Extracted data –
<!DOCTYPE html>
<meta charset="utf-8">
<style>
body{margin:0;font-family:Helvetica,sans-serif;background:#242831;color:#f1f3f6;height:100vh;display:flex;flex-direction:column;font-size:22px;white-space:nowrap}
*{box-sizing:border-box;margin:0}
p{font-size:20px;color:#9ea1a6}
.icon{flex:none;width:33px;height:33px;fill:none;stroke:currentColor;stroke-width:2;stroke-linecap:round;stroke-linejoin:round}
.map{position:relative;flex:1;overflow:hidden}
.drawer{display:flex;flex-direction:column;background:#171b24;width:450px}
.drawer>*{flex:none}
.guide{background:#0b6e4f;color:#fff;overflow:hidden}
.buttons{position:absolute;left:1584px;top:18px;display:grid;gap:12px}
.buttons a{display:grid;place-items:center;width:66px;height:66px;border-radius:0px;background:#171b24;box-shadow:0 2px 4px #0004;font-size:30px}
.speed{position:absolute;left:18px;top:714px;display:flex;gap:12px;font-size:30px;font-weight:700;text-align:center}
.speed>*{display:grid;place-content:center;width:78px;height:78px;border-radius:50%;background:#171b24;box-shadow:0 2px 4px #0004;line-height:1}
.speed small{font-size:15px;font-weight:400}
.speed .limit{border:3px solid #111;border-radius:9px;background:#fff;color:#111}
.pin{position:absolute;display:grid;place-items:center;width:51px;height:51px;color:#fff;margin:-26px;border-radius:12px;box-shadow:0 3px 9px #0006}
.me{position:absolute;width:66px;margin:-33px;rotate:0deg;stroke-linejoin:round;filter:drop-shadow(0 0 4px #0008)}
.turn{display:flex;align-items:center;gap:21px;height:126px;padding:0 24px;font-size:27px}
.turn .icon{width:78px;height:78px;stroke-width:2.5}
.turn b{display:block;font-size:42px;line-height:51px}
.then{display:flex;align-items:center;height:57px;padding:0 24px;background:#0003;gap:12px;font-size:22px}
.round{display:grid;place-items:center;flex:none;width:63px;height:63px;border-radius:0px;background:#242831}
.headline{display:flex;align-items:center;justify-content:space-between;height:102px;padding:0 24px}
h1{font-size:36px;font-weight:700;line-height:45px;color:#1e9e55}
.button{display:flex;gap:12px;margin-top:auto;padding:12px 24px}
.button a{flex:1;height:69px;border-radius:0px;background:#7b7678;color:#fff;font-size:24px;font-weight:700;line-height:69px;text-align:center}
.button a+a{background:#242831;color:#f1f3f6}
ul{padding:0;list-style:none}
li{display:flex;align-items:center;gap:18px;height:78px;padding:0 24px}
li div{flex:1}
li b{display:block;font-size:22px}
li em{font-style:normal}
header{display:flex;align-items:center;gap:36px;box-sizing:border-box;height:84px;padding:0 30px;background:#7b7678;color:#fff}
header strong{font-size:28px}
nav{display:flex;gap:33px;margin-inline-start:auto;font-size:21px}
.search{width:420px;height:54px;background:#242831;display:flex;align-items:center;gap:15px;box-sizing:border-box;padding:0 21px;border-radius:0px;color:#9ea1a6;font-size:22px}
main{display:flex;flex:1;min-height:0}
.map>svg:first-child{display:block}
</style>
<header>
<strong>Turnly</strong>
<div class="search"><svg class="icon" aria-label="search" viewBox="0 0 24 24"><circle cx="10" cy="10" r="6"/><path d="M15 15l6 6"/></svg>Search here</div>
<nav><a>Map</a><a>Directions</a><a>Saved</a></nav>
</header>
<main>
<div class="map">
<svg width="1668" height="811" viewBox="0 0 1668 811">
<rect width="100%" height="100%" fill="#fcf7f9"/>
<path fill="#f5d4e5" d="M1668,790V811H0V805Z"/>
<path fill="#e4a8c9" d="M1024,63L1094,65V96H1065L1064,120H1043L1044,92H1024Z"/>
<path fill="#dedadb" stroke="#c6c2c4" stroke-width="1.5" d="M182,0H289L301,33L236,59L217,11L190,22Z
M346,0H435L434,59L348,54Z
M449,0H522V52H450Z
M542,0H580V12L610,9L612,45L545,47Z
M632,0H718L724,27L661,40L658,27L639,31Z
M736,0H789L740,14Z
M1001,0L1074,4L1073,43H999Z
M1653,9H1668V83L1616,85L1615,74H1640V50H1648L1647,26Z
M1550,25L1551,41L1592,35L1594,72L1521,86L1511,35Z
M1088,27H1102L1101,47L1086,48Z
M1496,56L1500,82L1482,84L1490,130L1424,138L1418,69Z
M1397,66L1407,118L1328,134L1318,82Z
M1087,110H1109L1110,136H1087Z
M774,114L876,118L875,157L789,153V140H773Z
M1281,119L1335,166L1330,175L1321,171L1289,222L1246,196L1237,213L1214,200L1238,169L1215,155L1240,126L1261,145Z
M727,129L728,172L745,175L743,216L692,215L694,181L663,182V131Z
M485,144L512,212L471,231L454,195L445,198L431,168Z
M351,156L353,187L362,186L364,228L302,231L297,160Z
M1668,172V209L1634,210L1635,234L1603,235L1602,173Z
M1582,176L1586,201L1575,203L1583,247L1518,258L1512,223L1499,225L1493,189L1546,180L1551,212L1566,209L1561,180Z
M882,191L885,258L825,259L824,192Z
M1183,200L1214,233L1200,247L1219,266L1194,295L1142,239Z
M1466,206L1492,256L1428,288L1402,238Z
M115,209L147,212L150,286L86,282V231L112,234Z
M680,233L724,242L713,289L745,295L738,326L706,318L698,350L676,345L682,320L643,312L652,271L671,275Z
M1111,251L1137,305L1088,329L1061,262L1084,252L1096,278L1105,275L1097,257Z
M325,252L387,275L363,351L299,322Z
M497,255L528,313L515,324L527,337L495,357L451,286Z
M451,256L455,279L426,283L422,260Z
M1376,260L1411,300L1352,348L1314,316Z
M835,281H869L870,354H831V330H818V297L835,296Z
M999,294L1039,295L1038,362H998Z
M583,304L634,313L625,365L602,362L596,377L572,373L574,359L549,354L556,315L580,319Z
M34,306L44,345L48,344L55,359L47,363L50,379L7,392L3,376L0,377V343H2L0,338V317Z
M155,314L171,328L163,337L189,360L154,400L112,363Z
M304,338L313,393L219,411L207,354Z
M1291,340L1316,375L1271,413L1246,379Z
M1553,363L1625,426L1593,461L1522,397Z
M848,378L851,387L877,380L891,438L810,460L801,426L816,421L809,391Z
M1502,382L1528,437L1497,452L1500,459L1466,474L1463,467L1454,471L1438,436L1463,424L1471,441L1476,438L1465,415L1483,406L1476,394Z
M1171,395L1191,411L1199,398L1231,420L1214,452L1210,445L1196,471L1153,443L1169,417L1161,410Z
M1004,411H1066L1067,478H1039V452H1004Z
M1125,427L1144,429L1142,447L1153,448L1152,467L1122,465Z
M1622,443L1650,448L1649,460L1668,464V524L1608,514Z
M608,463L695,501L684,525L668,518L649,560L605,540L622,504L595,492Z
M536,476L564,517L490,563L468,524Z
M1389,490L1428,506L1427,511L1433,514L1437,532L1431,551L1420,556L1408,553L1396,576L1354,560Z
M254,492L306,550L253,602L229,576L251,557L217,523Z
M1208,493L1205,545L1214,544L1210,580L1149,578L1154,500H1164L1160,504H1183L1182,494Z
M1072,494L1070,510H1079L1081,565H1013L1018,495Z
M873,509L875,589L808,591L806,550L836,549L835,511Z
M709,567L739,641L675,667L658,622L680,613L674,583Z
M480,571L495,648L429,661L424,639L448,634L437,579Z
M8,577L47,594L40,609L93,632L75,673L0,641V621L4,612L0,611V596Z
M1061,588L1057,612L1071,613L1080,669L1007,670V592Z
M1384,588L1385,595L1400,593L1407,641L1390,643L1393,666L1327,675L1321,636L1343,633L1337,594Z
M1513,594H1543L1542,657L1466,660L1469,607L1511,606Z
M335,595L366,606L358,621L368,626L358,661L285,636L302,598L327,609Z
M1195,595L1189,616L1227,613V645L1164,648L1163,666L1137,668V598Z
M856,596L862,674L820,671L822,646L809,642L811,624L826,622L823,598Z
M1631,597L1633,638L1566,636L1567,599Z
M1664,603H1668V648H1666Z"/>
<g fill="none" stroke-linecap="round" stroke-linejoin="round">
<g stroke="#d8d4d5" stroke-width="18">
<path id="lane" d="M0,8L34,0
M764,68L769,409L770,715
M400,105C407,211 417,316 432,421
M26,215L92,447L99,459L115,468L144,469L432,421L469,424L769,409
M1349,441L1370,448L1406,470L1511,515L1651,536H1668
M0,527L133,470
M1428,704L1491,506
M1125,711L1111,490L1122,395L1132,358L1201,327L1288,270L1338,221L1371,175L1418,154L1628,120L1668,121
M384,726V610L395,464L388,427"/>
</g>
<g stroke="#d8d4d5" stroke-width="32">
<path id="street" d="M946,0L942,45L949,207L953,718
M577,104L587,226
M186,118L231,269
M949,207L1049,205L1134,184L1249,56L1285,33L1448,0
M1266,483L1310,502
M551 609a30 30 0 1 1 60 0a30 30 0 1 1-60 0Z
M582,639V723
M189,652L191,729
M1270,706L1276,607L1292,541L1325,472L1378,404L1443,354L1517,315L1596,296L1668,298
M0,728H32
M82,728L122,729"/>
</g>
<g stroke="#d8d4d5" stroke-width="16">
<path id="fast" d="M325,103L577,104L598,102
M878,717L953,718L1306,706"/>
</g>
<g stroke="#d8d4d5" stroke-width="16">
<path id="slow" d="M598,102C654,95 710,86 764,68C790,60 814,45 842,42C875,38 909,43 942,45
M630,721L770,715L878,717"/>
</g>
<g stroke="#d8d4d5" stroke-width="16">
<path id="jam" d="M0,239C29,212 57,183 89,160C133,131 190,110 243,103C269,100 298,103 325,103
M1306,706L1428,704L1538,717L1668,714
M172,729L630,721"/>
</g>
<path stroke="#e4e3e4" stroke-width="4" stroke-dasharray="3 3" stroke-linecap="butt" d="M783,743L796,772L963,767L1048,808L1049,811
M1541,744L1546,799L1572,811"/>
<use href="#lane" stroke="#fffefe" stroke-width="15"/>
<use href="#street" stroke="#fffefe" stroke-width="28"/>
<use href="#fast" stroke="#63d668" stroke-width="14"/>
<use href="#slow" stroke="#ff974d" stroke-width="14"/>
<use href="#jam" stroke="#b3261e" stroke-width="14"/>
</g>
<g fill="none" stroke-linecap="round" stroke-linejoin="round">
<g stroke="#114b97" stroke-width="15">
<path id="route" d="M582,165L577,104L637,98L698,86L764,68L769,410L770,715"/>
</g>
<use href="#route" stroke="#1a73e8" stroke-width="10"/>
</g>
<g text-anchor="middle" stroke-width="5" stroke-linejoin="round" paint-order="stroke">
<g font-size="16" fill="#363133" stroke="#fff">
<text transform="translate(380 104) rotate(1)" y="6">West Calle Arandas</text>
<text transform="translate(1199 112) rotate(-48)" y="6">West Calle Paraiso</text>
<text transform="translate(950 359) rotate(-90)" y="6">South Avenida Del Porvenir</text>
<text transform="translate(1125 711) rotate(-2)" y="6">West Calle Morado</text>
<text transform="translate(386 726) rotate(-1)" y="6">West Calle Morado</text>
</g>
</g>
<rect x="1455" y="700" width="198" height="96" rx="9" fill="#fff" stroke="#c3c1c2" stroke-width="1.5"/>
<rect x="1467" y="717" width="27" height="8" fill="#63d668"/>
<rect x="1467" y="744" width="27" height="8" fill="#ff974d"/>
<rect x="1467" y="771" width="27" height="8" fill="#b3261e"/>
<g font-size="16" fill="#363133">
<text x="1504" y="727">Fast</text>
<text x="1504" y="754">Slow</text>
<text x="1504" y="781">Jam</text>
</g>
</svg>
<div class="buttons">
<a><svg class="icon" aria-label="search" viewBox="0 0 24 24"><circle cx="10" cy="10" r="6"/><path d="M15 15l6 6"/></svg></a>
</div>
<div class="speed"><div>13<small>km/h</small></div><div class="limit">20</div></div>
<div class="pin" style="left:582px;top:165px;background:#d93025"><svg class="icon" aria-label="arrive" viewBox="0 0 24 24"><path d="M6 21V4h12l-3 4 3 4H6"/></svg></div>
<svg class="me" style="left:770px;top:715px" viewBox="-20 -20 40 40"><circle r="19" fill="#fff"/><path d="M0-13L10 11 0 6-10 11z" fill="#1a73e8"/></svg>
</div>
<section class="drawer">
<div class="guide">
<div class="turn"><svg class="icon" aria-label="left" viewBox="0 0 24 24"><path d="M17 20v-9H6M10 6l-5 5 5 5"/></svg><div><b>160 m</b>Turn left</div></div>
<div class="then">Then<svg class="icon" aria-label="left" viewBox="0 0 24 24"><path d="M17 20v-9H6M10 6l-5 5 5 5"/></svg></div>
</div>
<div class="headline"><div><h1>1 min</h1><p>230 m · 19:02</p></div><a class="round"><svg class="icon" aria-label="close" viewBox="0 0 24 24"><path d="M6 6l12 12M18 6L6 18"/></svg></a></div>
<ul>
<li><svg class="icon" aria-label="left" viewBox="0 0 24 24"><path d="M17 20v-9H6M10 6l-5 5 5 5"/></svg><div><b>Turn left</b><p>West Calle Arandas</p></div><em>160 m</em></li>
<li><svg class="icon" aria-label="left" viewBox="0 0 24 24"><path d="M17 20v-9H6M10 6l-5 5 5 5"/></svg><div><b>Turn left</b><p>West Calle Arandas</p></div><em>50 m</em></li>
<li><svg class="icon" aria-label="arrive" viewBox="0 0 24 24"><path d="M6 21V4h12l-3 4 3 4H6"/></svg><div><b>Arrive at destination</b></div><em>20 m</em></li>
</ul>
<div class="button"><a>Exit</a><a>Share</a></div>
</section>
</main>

Task directions –
Each line in the data where the string "position" occurs should be identified and copied.

Written solution –
.map{position:relative;flex:1;overflow:hidden}
.buttons{position:absolute;left:1584px;top:18px;display:grid;gap:12px}
.speed{position:absolute;left:18px;top:714px;display:flex;gap:12px;font-size:30px;font-weight:700;text-align:center}
.pin{position:absolute;display:grid;place-items:center;width:51px;height:51px;color:#fff;margin:-26px;border-radius:12px;box-shadow:0 3px 9px #0006}
.me{position:absolute;width:66px;margin:-33px;rotate:0deg;stroke-linejoin:round;filter:drop-shadow(0 0 4px #0008)}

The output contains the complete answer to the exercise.